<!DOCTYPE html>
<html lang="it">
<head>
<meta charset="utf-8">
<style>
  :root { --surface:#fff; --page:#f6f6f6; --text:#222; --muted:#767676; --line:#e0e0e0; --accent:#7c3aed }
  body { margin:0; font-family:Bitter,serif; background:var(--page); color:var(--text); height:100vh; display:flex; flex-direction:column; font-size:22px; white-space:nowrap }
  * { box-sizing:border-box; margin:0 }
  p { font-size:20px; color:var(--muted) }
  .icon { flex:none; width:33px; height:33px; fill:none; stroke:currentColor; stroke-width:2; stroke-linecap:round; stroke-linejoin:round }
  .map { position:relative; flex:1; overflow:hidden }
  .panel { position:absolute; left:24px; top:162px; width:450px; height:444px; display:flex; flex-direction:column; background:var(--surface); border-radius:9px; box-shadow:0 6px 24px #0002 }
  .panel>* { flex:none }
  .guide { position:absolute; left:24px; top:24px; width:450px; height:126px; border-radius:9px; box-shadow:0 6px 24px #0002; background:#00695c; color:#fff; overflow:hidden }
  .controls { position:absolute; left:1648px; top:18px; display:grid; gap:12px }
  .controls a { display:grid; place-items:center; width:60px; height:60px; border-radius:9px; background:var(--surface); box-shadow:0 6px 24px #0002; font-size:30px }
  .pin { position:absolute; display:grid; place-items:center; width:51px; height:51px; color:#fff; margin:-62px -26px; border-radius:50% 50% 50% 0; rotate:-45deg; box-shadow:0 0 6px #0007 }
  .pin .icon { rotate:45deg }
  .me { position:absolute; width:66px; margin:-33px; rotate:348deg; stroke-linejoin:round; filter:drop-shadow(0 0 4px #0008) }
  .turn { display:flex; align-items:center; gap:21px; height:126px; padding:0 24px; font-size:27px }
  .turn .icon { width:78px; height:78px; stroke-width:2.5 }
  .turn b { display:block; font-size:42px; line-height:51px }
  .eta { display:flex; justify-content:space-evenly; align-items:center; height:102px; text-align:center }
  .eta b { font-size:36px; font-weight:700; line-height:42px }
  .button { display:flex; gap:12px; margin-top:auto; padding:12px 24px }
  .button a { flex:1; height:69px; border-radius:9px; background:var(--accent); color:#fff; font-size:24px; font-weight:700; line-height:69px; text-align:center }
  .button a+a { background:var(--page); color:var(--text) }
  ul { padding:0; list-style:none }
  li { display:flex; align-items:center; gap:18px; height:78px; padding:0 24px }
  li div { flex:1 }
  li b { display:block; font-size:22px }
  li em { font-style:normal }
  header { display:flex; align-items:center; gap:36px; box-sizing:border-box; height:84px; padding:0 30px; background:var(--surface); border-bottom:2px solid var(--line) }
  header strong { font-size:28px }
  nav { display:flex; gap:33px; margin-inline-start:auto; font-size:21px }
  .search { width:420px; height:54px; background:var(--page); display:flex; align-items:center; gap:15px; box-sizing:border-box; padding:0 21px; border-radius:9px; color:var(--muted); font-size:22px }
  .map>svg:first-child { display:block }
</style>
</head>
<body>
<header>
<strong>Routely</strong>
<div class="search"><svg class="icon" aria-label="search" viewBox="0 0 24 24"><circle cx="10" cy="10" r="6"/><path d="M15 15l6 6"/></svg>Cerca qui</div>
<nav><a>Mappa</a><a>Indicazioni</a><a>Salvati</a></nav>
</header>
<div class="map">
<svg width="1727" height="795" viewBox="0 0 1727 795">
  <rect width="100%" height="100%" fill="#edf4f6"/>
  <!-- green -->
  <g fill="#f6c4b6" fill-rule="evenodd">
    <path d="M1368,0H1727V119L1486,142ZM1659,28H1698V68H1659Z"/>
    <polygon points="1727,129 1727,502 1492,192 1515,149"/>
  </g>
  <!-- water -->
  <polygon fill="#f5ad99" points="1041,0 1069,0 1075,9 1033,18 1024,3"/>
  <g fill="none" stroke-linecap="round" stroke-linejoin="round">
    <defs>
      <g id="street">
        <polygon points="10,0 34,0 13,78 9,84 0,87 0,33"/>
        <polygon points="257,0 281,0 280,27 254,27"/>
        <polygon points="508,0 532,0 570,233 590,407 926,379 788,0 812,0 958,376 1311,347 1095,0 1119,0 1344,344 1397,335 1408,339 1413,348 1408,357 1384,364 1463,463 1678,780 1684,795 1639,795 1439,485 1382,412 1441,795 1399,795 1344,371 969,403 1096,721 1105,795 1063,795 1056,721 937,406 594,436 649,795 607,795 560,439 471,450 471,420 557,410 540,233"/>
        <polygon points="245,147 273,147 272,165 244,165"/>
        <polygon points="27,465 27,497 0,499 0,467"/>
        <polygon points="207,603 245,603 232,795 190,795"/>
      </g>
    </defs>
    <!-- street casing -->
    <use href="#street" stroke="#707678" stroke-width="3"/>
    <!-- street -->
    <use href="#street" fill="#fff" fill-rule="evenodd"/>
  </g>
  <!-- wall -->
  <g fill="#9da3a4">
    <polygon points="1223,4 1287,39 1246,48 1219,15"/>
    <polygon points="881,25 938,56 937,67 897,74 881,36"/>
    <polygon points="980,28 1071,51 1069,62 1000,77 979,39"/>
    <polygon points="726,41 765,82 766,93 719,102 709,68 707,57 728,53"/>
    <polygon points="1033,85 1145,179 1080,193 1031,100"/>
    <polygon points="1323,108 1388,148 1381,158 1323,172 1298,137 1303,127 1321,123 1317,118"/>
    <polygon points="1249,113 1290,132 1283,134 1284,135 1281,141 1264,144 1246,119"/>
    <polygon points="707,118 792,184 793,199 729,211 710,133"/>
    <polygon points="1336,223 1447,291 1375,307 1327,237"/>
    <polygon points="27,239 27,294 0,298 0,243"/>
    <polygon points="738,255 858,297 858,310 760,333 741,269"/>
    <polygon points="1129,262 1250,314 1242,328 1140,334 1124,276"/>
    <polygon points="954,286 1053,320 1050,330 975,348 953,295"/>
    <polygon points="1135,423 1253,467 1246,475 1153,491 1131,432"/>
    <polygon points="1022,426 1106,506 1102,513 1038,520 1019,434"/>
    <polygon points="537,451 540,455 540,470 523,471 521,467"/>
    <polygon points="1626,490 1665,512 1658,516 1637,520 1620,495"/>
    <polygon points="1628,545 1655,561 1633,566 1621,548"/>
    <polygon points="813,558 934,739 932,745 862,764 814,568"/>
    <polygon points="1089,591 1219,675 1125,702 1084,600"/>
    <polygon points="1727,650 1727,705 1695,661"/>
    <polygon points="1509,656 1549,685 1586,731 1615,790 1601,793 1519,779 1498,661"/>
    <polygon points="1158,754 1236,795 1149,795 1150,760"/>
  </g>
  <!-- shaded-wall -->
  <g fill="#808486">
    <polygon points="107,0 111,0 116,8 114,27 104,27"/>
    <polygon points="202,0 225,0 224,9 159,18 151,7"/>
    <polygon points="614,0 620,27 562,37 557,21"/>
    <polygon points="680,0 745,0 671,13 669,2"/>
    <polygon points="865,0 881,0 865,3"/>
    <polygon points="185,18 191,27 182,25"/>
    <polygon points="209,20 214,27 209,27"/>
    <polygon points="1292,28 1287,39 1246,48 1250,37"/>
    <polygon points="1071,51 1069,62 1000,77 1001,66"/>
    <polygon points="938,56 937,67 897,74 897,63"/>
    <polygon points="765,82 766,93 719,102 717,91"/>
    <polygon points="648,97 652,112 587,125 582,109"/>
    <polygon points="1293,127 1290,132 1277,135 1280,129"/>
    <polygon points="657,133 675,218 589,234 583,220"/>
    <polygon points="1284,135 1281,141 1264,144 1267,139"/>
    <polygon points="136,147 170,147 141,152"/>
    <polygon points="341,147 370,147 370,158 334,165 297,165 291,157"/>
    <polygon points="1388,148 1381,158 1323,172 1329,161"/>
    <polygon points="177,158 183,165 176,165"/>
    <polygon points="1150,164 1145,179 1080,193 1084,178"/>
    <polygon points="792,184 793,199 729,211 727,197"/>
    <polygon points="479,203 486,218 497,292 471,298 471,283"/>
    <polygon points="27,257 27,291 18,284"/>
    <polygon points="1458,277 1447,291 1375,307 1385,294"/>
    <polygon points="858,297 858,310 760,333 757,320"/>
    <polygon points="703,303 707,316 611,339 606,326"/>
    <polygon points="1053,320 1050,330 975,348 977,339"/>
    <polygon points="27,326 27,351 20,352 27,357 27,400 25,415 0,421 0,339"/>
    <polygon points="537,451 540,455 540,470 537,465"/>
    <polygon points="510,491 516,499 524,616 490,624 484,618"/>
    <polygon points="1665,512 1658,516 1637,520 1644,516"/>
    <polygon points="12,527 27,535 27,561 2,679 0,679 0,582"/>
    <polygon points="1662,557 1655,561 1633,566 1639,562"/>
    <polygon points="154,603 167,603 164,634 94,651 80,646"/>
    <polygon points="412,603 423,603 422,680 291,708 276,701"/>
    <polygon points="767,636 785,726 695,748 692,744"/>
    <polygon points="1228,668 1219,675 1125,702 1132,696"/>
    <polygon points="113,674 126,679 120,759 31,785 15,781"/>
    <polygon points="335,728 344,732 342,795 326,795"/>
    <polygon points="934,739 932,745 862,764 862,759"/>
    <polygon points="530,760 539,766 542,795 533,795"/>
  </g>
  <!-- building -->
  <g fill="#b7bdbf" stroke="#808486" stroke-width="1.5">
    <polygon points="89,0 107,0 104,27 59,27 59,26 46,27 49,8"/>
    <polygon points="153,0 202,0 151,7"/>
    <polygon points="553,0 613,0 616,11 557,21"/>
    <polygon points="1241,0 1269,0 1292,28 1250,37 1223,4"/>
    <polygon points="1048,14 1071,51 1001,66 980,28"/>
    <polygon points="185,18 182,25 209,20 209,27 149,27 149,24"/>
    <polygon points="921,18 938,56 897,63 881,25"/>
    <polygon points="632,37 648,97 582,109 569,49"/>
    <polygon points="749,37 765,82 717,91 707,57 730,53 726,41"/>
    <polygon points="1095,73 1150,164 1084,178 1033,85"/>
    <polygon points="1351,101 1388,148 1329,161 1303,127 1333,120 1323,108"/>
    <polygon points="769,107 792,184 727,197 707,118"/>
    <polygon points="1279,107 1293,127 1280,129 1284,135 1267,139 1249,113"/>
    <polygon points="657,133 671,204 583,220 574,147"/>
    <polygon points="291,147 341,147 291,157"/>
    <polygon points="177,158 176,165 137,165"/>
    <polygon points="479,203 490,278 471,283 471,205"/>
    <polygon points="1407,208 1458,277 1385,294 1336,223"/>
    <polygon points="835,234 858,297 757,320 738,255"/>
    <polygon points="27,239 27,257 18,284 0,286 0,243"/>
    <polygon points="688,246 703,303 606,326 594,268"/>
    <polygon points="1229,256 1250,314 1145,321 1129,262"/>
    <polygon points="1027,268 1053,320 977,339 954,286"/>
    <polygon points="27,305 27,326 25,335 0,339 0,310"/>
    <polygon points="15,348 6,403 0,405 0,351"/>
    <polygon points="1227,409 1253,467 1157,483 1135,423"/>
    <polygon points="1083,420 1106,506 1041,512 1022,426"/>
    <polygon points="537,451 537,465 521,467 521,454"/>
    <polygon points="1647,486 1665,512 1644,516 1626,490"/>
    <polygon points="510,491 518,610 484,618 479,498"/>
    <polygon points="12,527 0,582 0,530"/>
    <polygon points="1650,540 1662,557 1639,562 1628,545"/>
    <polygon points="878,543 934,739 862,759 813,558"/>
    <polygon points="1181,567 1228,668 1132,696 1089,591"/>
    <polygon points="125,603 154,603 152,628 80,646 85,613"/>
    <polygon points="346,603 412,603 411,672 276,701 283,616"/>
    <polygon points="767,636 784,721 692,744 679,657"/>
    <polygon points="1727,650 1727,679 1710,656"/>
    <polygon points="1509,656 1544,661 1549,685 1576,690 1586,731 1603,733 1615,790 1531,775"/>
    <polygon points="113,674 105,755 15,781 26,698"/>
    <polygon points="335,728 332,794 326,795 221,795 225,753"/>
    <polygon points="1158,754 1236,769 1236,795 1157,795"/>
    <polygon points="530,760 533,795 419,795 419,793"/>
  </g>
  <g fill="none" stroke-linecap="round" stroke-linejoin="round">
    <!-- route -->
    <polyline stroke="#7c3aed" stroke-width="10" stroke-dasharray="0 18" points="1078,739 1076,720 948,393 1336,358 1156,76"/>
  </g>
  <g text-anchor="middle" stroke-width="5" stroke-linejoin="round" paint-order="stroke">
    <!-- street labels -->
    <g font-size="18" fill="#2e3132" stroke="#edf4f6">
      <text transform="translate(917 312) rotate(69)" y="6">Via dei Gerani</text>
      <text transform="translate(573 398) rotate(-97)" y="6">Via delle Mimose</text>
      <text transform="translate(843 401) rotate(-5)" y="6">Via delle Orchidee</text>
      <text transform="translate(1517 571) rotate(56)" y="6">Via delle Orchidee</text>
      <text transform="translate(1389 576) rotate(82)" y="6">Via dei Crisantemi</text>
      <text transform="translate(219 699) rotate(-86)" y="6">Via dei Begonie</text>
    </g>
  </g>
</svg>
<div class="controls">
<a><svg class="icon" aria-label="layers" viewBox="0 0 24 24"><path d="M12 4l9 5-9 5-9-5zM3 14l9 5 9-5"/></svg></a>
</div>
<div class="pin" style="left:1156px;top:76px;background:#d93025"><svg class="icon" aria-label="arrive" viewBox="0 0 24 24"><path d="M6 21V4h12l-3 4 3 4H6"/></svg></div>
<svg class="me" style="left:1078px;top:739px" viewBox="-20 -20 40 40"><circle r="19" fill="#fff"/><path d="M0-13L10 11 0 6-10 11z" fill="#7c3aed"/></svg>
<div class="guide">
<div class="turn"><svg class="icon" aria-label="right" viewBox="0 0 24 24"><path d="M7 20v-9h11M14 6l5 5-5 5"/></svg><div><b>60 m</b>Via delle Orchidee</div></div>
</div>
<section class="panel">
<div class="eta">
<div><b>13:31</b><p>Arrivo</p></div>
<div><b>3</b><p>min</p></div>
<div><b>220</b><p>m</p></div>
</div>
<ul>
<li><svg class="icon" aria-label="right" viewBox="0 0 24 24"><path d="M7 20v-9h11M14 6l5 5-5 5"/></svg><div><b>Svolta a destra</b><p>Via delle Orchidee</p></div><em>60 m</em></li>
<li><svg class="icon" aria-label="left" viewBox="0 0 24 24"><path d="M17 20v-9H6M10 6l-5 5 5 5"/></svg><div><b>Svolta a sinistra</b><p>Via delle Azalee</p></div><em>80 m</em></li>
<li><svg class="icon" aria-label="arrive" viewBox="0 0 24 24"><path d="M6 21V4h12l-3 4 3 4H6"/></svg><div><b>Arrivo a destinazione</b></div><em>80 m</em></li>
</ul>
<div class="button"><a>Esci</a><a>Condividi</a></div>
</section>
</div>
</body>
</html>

> **Task goal**
Output, unchanged, the lines of the listing above from the first one through the one holding "width:78px; height:78px; stroke-width:2.5". Leave out every line after it.

> **Reply to the task**
<!DOCTYPE html>
<html lang="it">
<head>
<meta charset="utf-8">
<style>
  :root { --surface:#fff; --page:#f6f6f6; --text:#222; --muted:#767676; --line:#e0e0e0; --accent:#7c3aed }
  body { margin:0; font-family:Bitter,serif; background:var(--page); color:var(--text); height:100vh; display:flex; flex-direction:column; font-size:22px; white-space:nowrap }
  * { box-sizing:border-box; margin:0 }
  p { font-size:20px; color:var(--muted) }
  .icon { flex:none; width:33px; height:33px; fill:none; stroke:currentColor; stroke-width:2; stroke-linecap:round; stroke-linejoin:round }
  .map { position:relative; flex:1; overflow:hidden }
  .panel { position:absolute; left:24px; top:162px; width:450px; height:444px; display:flex; flex-direction:column; background:var(--surface); border-radius:9px; box-shadow:0 6px 24px #0002 }
  .panel>* { flex:none }
  .guide { position:absolute; left:24px; top:24px; width:450px; height:126px; border-radius:9px; box-shadow:0 6px 24px #0002; background:#00695c; color:#fff; overflow:hidden }
  .controls { position:absolute; left:1648px; top:18px; display:grid; gap:12px }
  .controls a { display:grid; place-items:center; width:60px; height:60px; border-radius:9px; background:var(--surface); box-shadow:0 6px 24px #0002; font-size:30px }
  .pin { position:absolute; display:grid; place-items:center; width:51px; height:51px; color:#fff; margin:-62px -26px; border-radius:50% 50% 50% 0; rotate:-45deg; box-shadow:0 0 6px #0007 }
  .pin .icon { rotate:45deg }
  .me { position:absolute; width:66px; margin:-33px; rotate:348deg; stroke-linejoin:round; filter:drop-shadow(0 0 4px #0008) }
  .turn { display:flex; align-items:center; gap:21px; height:126px; padding:0 24px; font-size:27px }
  .turn .icon { width:78px; height:78px; stroke-width:2.5 }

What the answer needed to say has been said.